_WHAT THE EXERCISE ASKS_:
Among the lines below, which ones contain the word "Task"? Copy every such line.

☆ ☆ ☆ ☆ ☆

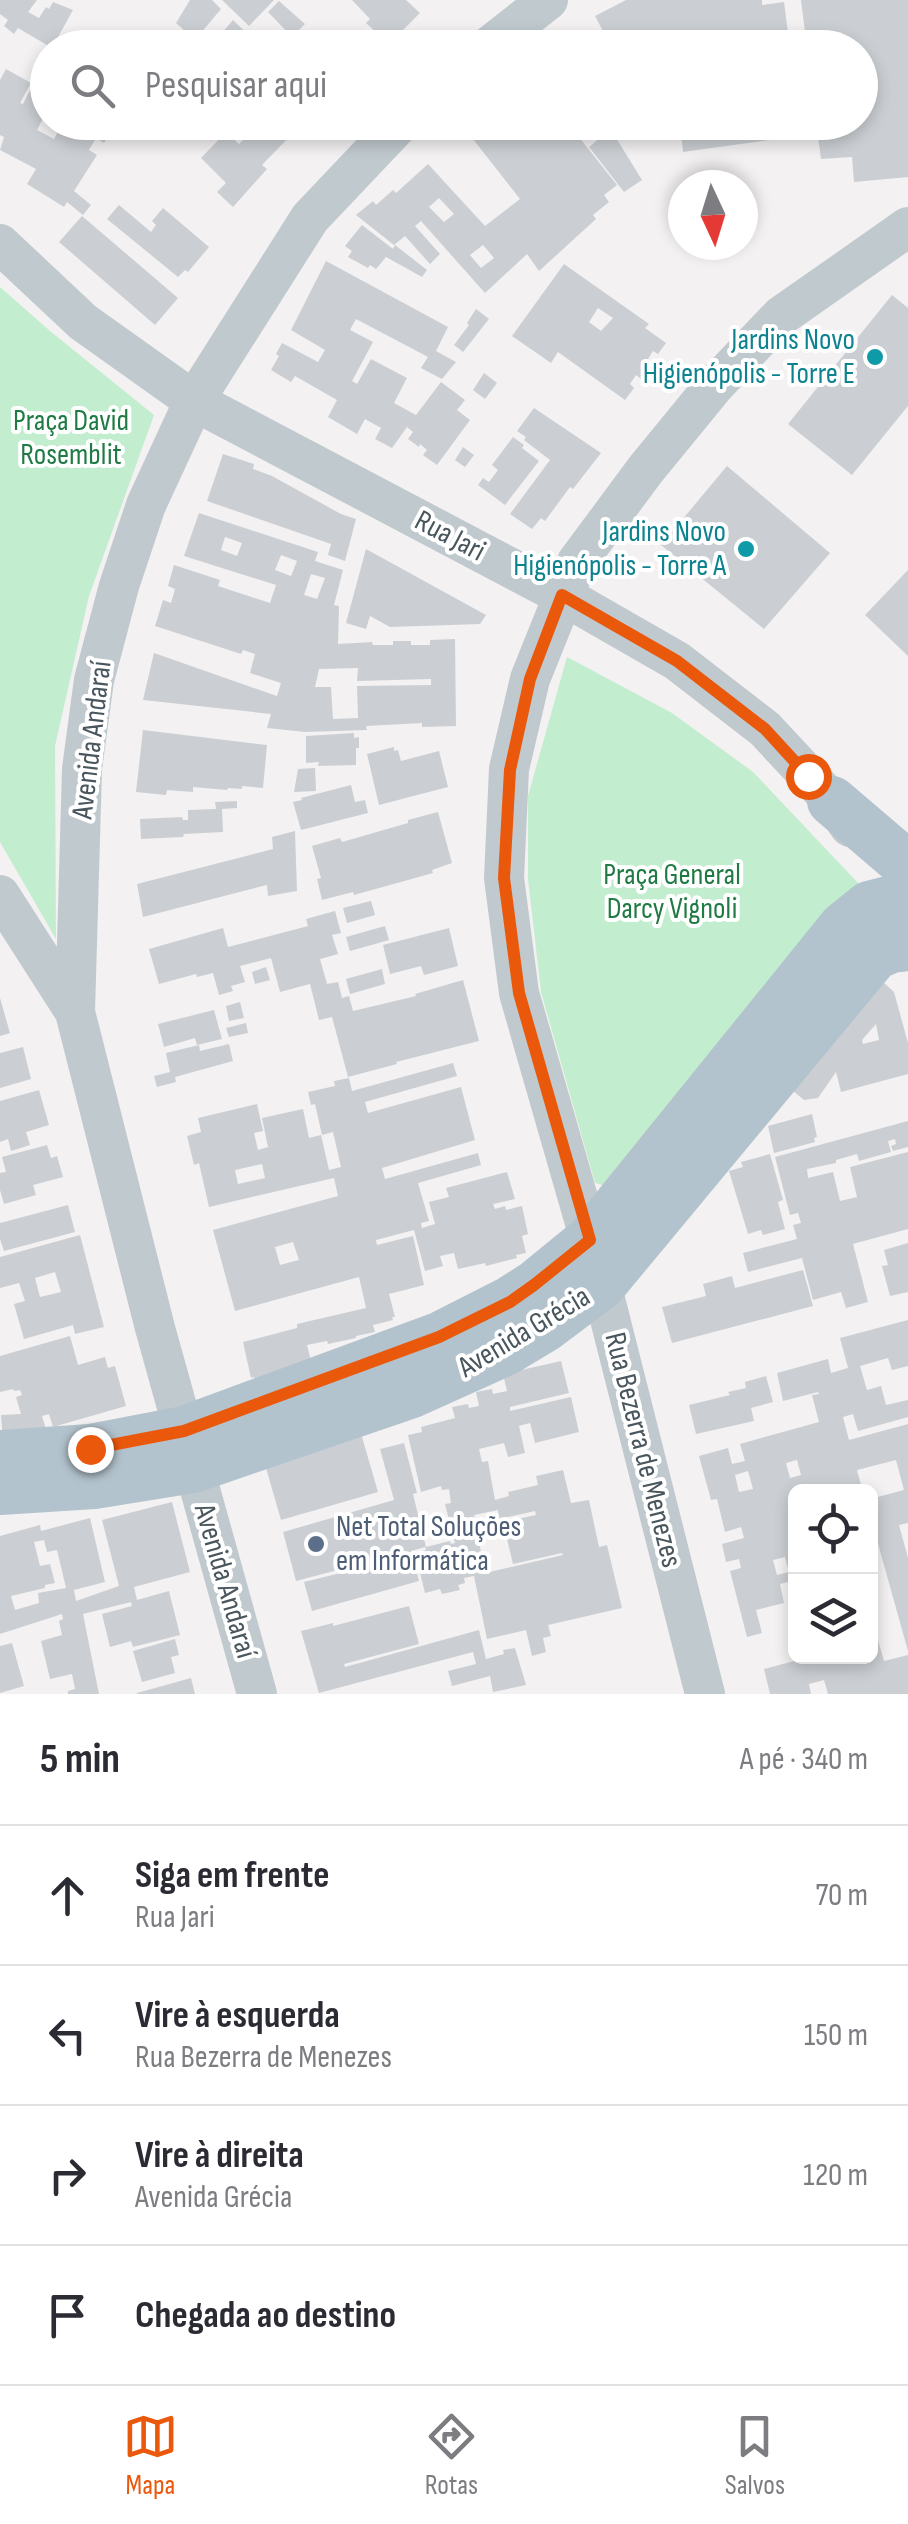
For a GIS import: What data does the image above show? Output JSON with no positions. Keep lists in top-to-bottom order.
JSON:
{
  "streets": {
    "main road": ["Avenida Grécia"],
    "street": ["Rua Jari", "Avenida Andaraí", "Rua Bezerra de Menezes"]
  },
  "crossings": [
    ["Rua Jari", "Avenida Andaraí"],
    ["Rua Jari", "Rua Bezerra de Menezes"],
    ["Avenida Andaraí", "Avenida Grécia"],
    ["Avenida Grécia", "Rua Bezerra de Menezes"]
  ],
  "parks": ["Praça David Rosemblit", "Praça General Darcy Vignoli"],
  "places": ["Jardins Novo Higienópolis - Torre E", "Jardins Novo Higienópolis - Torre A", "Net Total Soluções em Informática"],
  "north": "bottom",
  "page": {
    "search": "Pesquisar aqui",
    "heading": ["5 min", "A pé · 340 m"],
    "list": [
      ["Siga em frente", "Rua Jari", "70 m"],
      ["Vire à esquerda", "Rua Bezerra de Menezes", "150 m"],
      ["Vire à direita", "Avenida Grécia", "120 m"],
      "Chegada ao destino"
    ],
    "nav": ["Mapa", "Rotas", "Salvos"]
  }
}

☆ ☆ ☆ ☆ ☆

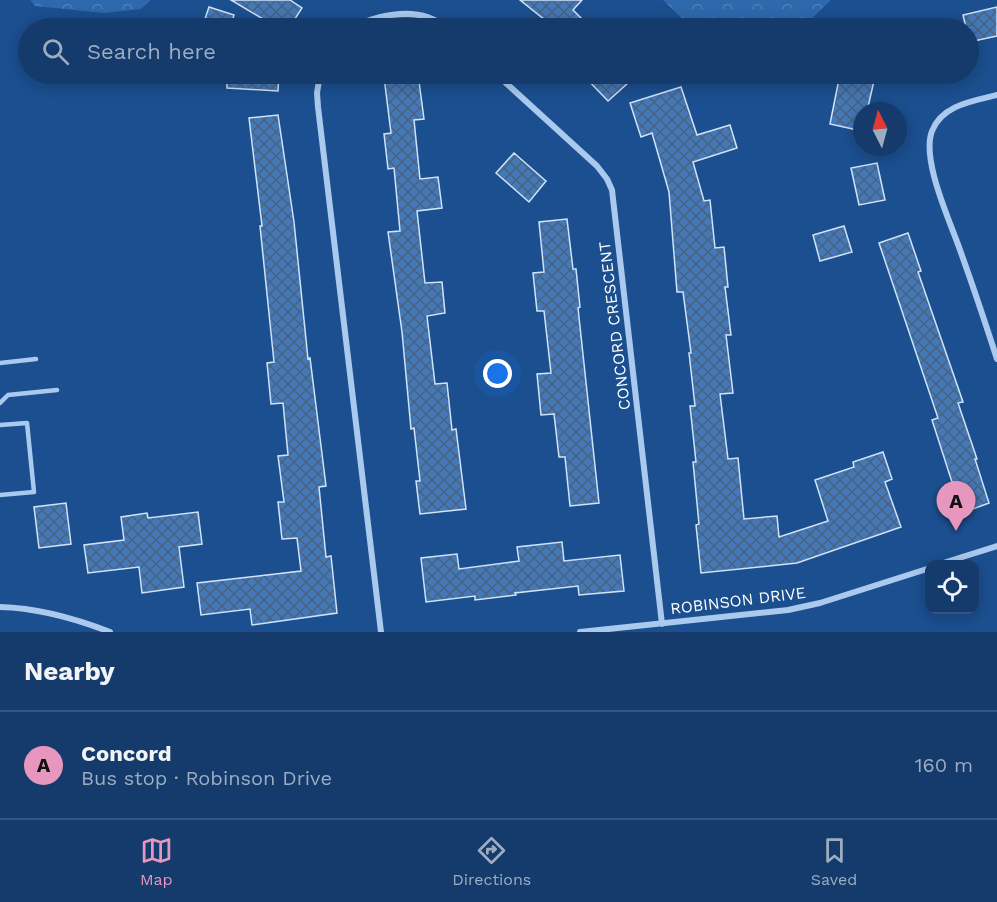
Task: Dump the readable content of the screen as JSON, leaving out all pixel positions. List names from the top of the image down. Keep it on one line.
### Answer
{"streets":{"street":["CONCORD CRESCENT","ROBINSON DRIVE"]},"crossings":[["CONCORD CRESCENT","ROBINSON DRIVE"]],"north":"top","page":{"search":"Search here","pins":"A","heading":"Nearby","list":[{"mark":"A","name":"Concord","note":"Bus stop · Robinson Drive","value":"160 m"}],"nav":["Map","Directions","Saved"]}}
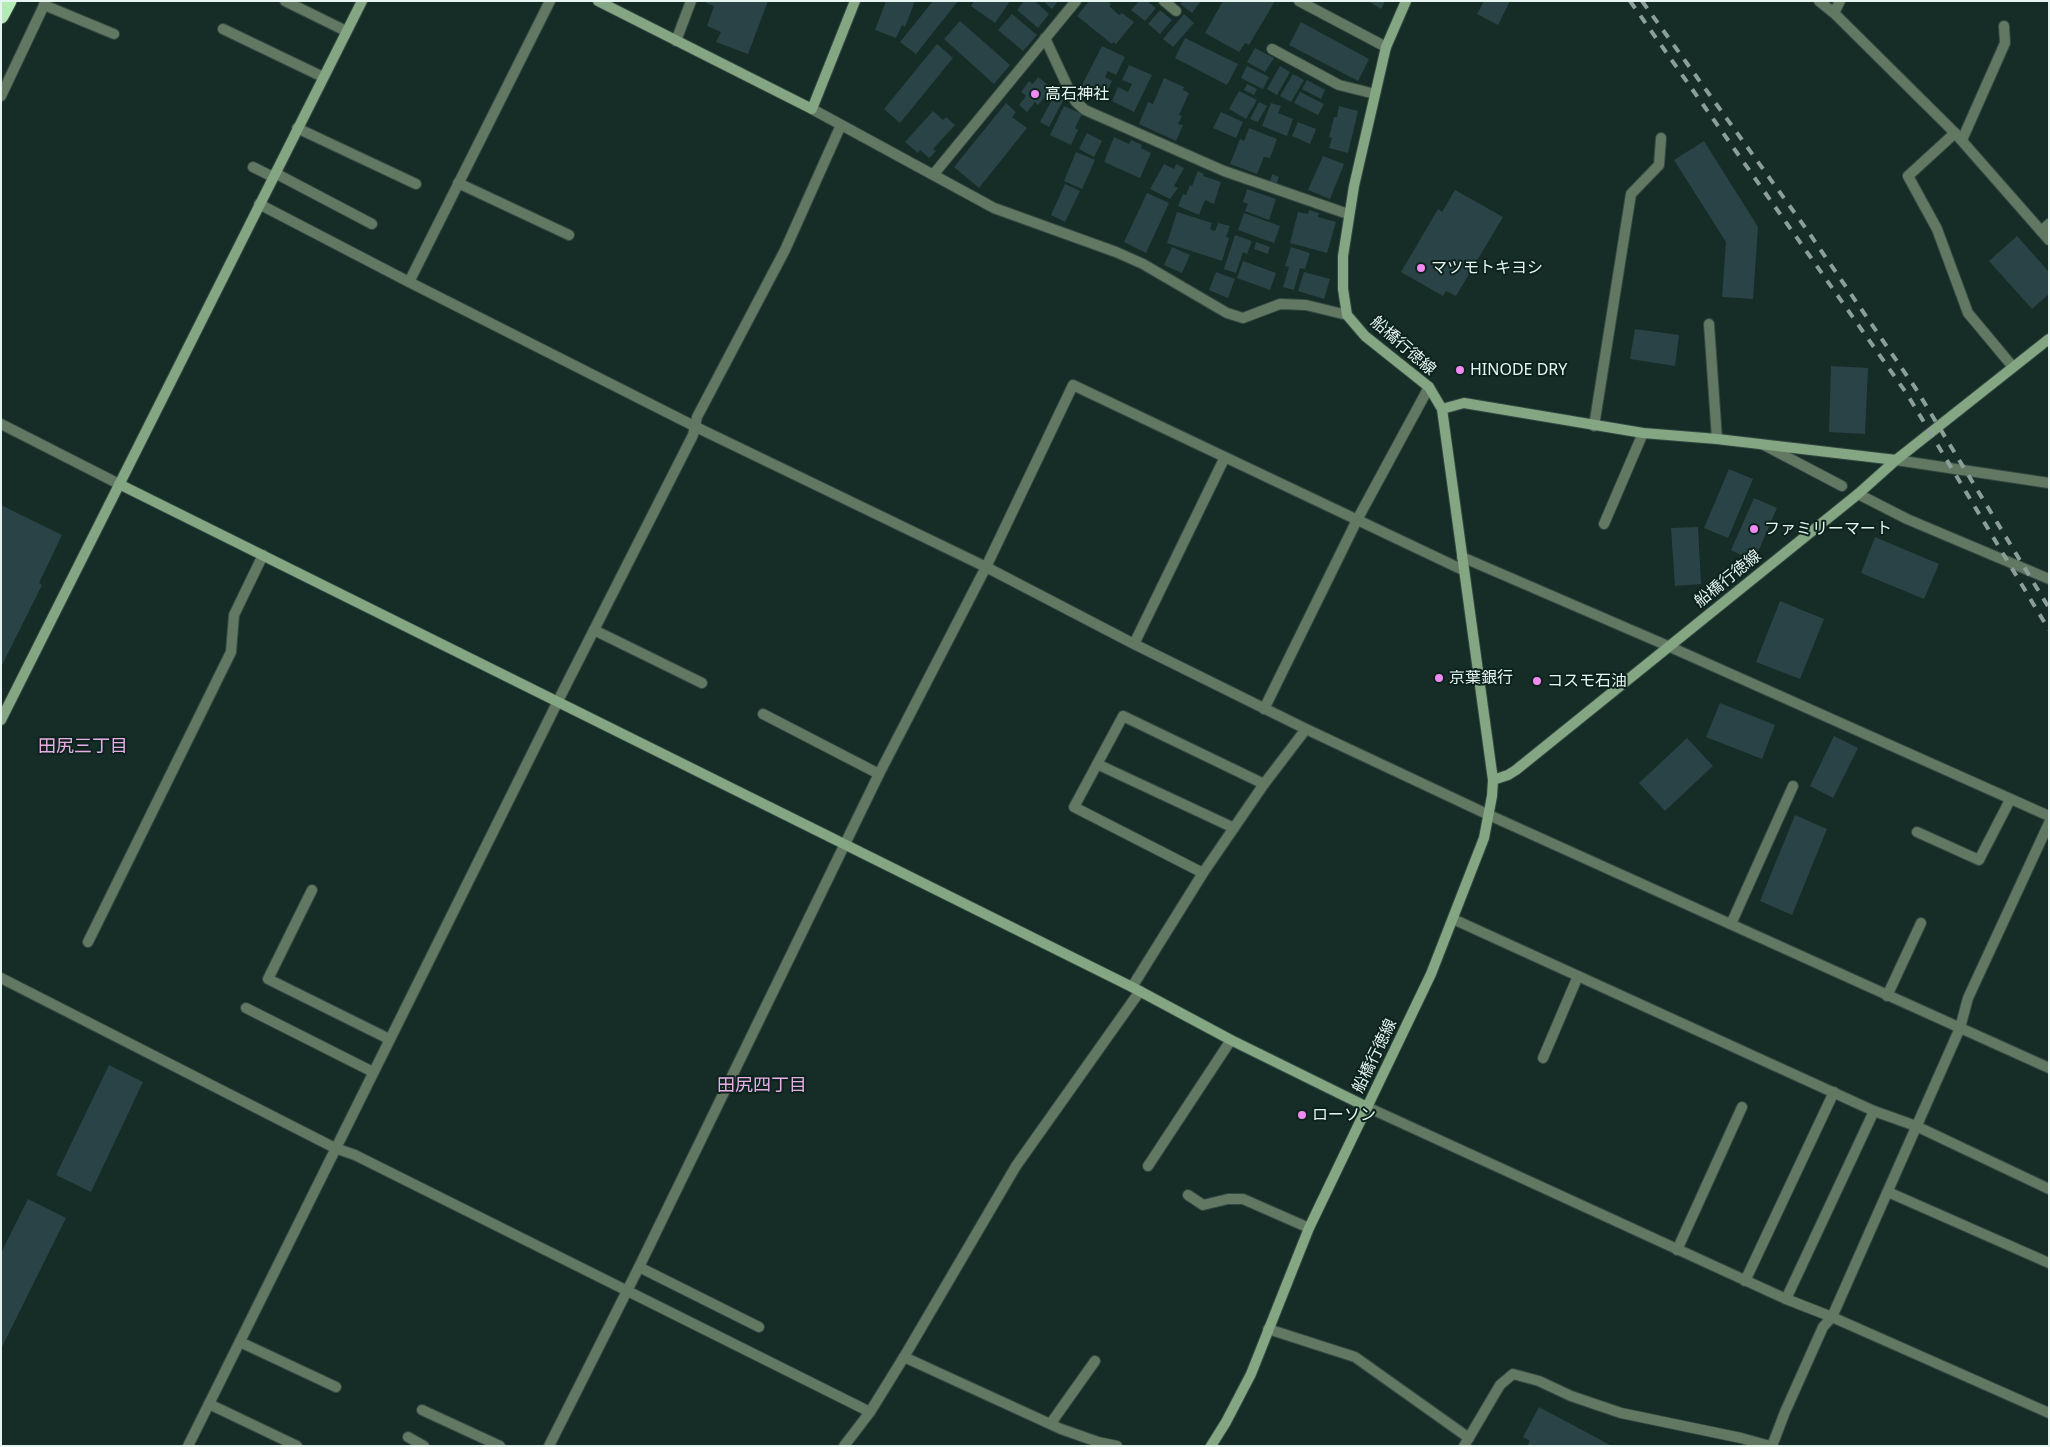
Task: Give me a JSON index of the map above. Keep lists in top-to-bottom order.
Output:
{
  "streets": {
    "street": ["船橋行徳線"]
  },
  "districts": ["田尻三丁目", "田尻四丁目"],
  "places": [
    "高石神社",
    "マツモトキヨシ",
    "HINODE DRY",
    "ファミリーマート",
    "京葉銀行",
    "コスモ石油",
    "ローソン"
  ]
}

☆ ☆ ☆ ☆ ☆

_ANSWER SECTION_:
Task: Dump the readable content of the screen as JSON, leaving out all pixel positions. List names from the top of the image down. Keep it on one line.
Task: Give me a JSON index of the map above. Keep lists in top-to-bottom order.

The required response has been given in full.